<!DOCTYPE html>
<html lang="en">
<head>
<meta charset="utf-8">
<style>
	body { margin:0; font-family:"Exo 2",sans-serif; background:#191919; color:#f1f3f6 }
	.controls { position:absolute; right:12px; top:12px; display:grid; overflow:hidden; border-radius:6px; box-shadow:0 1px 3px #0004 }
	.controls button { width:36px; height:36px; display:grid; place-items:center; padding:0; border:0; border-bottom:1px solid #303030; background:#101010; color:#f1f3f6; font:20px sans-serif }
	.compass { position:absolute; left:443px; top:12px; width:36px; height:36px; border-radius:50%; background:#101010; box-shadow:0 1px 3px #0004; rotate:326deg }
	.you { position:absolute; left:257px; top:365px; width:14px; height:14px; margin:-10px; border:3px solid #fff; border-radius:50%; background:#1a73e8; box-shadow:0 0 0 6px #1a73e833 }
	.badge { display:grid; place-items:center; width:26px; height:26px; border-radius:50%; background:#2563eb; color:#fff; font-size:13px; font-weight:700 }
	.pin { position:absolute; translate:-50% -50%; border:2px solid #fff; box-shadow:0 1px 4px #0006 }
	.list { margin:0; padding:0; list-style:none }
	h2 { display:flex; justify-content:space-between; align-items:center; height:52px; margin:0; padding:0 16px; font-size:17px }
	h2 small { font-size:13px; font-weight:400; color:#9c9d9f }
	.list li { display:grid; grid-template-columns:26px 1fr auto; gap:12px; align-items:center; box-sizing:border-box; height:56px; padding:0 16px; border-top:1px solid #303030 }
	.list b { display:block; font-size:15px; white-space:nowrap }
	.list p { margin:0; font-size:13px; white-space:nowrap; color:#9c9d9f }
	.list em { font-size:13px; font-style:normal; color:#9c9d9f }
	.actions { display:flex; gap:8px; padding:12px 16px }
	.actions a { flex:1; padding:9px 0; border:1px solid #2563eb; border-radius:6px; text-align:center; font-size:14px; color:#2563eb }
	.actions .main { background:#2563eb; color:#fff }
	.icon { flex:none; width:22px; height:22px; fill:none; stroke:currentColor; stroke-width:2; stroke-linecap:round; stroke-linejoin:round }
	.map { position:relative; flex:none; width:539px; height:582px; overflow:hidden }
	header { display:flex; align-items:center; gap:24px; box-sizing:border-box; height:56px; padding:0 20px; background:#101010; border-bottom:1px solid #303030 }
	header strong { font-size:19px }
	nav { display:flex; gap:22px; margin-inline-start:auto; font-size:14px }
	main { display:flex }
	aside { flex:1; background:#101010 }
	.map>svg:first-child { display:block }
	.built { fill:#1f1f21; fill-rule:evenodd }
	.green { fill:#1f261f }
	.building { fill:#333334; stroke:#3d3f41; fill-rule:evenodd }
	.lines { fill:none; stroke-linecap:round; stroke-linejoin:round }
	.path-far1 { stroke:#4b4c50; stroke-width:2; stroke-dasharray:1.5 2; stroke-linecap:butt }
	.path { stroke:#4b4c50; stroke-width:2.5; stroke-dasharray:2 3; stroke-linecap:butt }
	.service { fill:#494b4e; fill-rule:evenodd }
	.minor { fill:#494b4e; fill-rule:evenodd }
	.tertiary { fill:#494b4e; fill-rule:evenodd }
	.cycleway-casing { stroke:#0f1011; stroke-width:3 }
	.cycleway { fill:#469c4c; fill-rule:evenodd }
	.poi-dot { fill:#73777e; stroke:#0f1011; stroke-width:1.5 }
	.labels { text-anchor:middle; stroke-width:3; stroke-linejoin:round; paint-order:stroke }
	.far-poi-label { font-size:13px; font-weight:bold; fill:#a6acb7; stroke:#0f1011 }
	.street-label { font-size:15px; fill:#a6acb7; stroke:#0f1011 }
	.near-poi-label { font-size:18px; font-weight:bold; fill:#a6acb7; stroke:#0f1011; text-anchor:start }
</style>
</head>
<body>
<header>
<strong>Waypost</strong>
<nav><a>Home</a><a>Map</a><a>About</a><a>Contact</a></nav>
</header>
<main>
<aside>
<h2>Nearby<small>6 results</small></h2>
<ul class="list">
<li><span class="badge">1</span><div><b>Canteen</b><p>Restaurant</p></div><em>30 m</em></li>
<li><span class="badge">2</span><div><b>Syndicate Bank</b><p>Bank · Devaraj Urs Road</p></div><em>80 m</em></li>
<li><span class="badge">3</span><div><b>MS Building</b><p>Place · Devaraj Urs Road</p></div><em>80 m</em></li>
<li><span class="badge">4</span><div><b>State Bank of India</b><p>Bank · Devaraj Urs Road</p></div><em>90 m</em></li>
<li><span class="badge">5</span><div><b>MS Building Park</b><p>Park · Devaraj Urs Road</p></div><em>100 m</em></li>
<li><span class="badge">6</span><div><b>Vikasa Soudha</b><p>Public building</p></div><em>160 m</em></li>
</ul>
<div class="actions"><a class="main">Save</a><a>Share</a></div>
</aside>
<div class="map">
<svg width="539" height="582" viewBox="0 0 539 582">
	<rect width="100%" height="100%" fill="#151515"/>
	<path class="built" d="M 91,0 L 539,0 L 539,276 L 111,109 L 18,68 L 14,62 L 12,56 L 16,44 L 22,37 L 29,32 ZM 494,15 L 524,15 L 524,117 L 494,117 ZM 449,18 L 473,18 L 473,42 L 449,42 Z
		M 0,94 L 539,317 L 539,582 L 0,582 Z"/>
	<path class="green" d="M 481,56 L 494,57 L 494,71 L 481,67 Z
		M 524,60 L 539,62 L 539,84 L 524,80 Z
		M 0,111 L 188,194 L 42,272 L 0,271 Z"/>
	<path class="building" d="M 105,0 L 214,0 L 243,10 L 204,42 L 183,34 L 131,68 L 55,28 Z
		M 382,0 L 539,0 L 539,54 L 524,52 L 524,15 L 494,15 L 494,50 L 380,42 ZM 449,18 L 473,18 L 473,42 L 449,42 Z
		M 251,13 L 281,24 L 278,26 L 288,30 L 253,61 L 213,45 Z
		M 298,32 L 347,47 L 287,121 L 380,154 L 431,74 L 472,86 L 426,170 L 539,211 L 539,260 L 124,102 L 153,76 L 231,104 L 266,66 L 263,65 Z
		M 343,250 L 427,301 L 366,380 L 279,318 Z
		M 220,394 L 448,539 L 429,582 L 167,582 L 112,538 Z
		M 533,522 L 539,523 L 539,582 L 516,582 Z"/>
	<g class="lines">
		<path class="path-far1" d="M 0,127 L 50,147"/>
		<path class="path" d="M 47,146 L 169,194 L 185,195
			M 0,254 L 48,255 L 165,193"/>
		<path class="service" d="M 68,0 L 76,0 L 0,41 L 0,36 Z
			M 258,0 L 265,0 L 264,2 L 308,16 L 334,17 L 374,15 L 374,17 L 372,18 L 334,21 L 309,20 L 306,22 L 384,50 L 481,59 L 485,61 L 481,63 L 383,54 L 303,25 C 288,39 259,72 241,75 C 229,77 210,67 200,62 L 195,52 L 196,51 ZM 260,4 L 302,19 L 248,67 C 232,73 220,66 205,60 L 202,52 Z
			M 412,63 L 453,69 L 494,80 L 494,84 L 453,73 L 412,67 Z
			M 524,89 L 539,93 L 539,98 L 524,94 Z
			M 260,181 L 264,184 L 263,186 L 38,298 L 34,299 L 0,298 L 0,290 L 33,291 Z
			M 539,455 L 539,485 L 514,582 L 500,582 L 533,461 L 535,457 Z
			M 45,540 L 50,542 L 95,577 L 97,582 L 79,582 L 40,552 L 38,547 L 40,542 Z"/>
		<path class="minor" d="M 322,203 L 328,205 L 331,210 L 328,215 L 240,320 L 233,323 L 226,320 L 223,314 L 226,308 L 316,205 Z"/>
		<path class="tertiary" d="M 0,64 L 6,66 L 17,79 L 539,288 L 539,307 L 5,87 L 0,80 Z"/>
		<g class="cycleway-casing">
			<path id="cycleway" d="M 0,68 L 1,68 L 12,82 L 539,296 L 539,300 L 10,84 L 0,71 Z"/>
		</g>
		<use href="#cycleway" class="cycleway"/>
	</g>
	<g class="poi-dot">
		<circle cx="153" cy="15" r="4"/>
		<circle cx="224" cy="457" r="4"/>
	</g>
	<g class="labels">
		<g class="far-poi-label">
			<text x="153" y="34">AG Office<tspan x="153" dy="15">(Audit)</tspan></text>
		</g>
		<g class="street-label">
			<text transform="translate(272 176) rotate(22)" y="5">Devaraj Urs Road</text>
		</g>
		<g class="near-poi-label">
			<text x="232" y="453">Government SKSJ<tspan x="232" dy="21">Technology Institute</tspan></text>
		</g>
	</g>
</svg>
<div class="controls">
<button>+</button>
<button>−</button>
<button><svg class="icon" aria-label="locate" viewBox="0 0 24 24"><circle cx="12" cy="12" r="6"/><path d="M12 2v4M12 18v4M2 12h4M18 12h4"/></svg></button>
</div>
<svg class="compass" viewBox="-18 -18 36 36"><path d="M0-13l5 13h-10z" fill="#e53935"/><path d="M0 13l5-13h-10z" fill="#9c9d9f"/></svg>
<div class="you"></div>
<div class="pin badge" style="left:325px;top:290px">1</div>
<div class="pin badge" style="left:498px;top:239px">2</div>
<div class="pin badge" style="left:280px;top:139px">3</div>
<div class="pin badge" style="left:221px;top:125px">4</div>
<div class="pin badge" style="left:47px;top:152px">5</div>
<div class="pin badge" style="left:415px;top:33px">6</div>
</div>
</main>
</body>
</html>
****************
> _Exercise description_
Exactly as written, reproduce the lines of the data above from the first line through the line where "position:absolute; right:12px; top:12px;" appears.

> _Answer section_
<!DOCTYPE html>
<html lang="en">
<head>
<meta charset="utf-8">
<style>
	body { margin:0; font-family:"Exo 2",sans-serif; background:#191919; color:#f1f3f6 }
	.controls { position:absolute; right:12px; top:12px; display:grid; overflow:hidden; border-radius:6px; box-shadow:0 1px 3px #0004 }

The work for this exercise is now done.